• [PROBLEM DETAILS]:
Within the listing below, how many lines feature the word "function"? Reply with only that number.

• [THE DATA]:
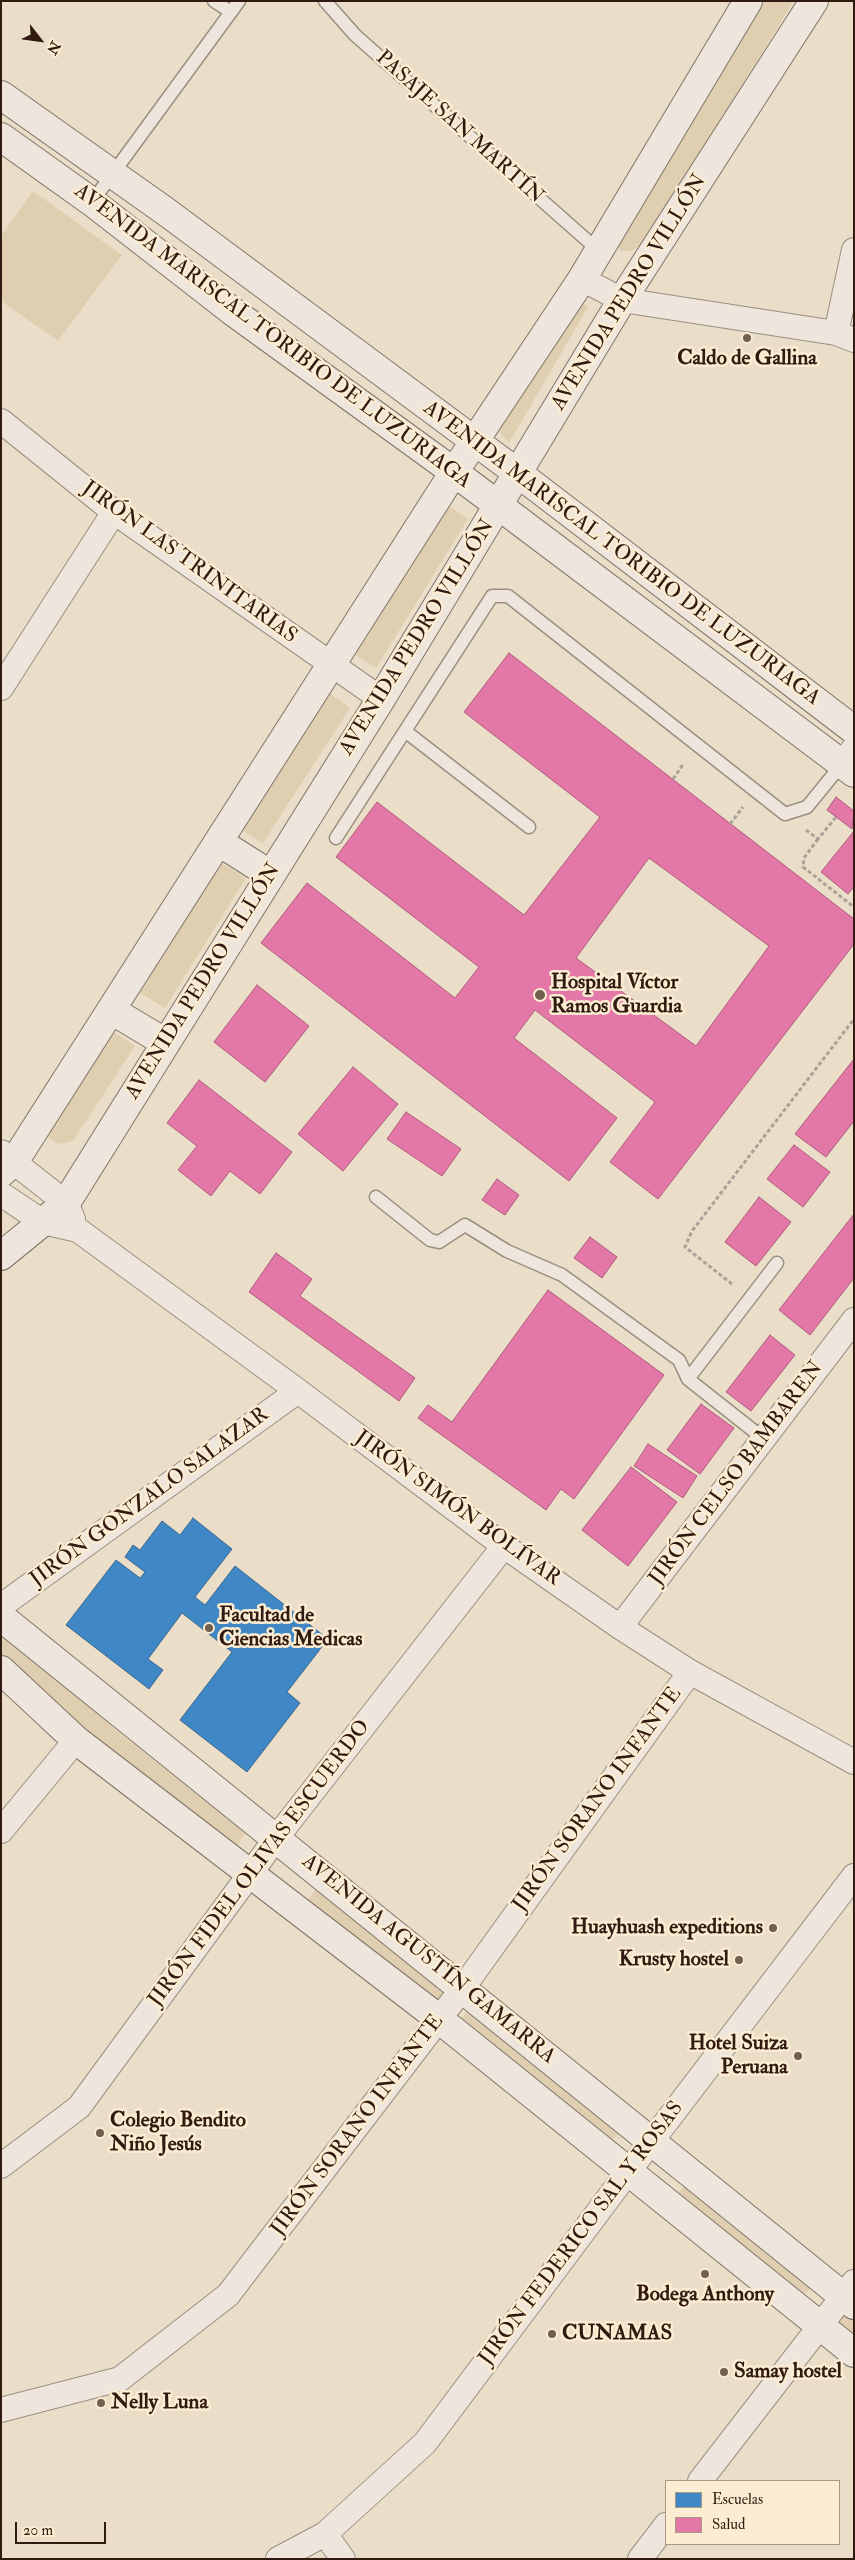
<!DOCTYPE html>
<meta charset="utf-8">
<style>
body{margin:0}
#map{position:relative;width:855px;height:2560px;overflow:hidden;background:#ebdec8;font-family:"IM FELL Double Pica",serif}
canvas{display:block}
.frame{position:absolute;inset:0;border:2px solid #311a0f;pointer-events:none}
.legend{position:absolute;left:665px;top:2480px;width:175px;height:65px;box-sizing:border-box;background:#fbecd2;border:1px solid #aa9884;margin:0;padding:6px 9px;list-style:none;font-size:15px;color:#311a0f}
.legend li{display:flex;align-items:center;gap:10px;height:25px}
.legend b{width:25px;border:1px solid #aa9884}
.north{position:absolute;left:15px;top:15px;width:50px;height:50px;-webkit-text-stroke:4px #fbecd2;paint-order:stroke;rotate:120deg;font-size:14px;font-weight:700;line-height:20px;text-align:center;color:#311a0f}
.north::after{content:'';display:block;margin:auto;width:18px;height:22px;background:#311a0f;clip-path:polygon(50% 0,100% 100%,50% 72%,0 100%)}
.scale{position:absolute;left:15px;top:2522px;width:91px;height:22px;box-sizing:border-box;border:2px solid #311a0f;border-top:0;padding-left:6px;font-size:15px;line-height:18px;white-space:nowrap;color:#311a0f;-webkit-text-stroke:4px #fbecd2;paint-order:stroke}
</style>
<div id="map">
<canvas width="855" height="2560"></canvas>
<div class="frame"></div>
<ul class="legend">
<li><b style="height:14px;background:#3f88c5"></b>Escuelas</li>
<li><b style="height:14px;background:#e377a8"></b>Salud</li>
</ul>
<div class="north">N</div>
<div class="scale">20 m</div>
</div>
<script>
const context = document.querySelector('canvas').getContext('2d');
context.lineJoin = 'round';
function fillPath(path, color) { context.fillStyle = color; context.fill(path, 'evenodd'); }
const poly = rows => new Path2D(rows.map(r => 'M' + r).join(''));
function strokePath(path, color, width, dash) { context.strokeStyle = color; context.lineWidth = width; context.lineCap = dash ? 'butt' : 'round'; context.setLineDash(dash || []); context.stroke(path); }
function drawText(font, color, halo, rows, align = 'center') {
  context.font = font + ' "IM FELL Double Pica",serif'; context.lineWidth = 5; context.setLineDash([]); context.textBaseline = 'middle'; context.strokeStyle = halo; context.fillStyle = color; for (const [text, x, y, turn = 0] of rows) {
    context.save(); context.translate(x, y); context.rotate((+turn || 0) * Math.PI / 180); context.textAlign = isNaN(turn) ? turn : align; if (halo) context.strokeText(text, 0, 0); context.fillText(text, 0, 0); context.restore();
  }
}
fillPath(poly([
 [760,1,794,1,644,243,632,251,621,251,615,243],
 [33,191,122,255,58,341,1,301,1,236],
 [579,302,588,307,509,443,494,426],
 [448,505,468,519,376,668,355,655],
 [328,692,350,708,263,843,237,828],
 [220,862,246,878,165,1008,140,993],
 [112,1031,135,1046,73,1141,59,1144,49,1138,50,1127],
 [1,1631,118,1732,245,1833,235,1849,1,1660],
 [320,1885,447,1987,435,2005,307,1901],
 [471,2005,621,2130,610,2143,459,2023],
 [687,2184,813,2286,799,2300,670,2201],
 [848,2309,854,2314,854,2346,833,2330]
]), '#e0ceb0');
const schools = poly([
 [193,1518,232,1549,195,1597,205,1605,235,1566,328,1639,287,1692,300,1703,247,1772,180,1720,232,1652,182,1613,148,1659,163,1670,149,1689,66,1625,116,1560,140,1578,145,1572,125,1557,133,1545,140,1550,162,1521,180,1535,193,1518]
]);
fillPath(schools, '#3f88c5');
strokePath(schools, '#3b678e', 1);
const health = poly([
 [509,653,854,919,854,944,658,1199,610,1162,655,1102,535,1010,514,1038,617,1118,569,1181,261,943,307,883,455,998,479,967,336,857,377,802,524,915,600,817,464,712,509,653],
 [649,858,769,946,696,1046,576,958,649,858],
 [836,797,854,811,852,829,827,810,836,797],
 [854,831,854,887,848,894,821,872,854,831],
 [257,985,309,1026,265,1082,214,1042,257,985],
 [854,1059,854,1121,826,1157,795,1134,854,1059],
 [353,1067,398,1104,343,1171,298,1134,353,1067],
 [199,1080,292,1152,260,1194,230,1171,211,1196,178,1170,197,1146,167,1123,199,1080],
 [406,1112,461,1149,442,1176,387,1139,406,1112],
 [794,1145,830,1172,803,1207,767,1179,794,1145],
 [497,1179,519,1195,505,1215,482,1200,497,1179],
 [759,1197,791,1222,756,1266,725,1242,759,1197],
 [854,1214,854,1278,810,1335,779,1310,854,1214],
 [590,1237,617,1257,602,1278,574,1258,590,1237],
 [276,1253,312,1279,300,1296,415,1378,399,1401,249,1292,276,1253],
 [548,1290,664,1375,574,1499,561,1489,546,1510,418,1418,428,1405,452,1422,548,1290],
 [770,1335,795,1355,751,1411,726,1392,770,1335],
 [701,1404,734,1428,700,1474,667,1450,701,1404],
 [648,1444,697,1476,683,1498,634,1466,648,1444],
 [631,1467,677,1502,628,1566,582,1530,631,1467]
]);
fillPath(health, '#e377a8');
strokePath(health, '#ae5b7a', 1);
const service = poly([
 [214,1,231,12],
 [325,1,355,35,598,250],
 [92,202,239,1],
 [405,731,529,827],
 [336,838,492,596,508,596,785,814,807,807,842,764],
 [376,1197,430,1240,439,1242,465,1225,507,1251,562,1275,679,1360,688,1379,764,1439],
 [688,1379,777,1263]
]);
const minor = poly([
 [582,279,622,300,836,333,854,340],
 [836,333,854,250],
 [1,421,114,512,381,699],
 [1,688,114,512],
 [842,764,854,748],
 [1,1152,66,1203,73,1219],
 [1,1194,43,1222,78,1230,298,1391,504,1546,620,1627,690,1672,854,1762],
 [1,1606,298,1391],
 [620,1627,854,1320],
 [1,1831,76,1740],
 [1,2166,79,2107,277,1837,504,1546],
 [1,2410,120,2379,228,2295,462,1989,690,1672],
 [700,2481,854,2282],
 [325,2534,343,2559],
 [278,2559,325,2534,425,2443,628,2172,854,1876],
 [640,2559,666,2525]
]);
const secondary = poly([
 [1,95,165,211,519,474,854,730],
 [1,137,92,202,232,311,454,472,854,773],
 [219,842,271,875],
 [111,1010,166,1043],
 [1,1173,14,1162,454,472,582,279,748,1],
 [1,1256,66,1203,381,699,622,300,814,1],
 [1,1617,854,2305],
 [1,1670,76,1740,429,2011,854,2353]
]);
strokePath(service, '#998f81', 15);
strokePath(minor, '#998f81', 26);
strokePath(secondary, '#7f7468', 30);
strokePath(poly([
 [673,779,684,763],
 [730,824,743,807],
 [806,830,818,839,836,817],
 [818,839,804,858,803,867,854,907],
 [732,1284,685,1247,692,1231,854,1019]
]), '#aaa298', 3, [4, 2.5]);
strokePath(service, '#eee6dc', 12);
strokePath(minor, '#eee6dc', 24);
strokePath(secondary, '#eee6dc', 28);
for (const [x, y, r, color] of [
 [747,338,5,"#725f50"],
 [540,995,6,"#725f50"],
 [209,1628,5,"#725f50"],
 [773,1928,5,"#725f50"],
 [739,1960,5,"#725f50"],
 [798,2056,5,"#725f50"],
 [100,2133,5,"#725f50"],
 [705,2274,5,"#725f50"],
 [552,2334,5,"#725f50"],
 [724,2372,5,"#725f50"],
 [101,2403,5,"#725f50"]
]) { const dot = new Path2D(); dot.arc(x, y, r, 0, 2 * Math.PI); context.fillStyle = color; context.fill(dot); strokePath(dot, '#fbecd2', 2); }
drawText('21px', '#311a0f', '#fbecd2', [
 ["PASAJE SAN MARTÍN",459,128,42],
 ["AVENIDA PEDRO VILLÓN",630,293,-58],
 ["AVENIDA MARISCAL TORIBIO DE LUZURIAGA",272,337,37],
 ["AVENIDA MARISCAL TORIBIO DE LUZURIAGA",621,554,37],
 ["JIRÓN LAS TRINITARIAS",189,563,36],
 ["AVENIDA PEDRO VILLÓN",418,638,-58],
 ["AVENIDA PEDRO VILLÓN",204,982,-58],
 ["JIRÓN CELSO BAMBAREN",737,1474,-53],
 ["JIRÓN GONZALO SALAZAR",150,1498,-36],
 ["JIRÓN SIMÓN BOLÍVAR",457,1509,36],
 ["JIRÓN SORANO INFANTE",598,1800,-54],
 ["JIRÓN FIDEL OLIVAS ESCUERDO",260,1864,-53],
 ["AVENIDA AGUSTÍN GAMARRA",428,1960,39],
 ["JIRÓN SORANO INFANTE",358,2126,-53],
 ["JIRÓN FEDERICO SAL Y ROSAS",582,2234,-53]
]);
drawText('bold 21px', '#311a0f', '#fbecd2', [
 ["Caldo de Gallina",747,359,"center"],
 ["Hospital Víctor",551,983],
 ["Ramos Guardia",551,1007],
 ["Facultad de",219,1616],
 ["Ciencias Medicas",219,1640],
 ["Huayhuash expeditions",763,1928,"right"],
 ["Krusty hostel",729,1960,"right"],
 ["Hotel Suiza",788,2044,"right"],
 ["Peruana",788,2068,"right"],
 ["Colegio Bendito",110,2121],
 ["Niño Jesús",110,2145],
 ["Bodega Anthony",705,2295,"center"],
 ["CUNAMAS",562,2334],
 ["Samay hostel",734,2372],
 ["Nelly Luna",111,2403]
], 'left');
</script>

• [TASK OUTPUT]:
3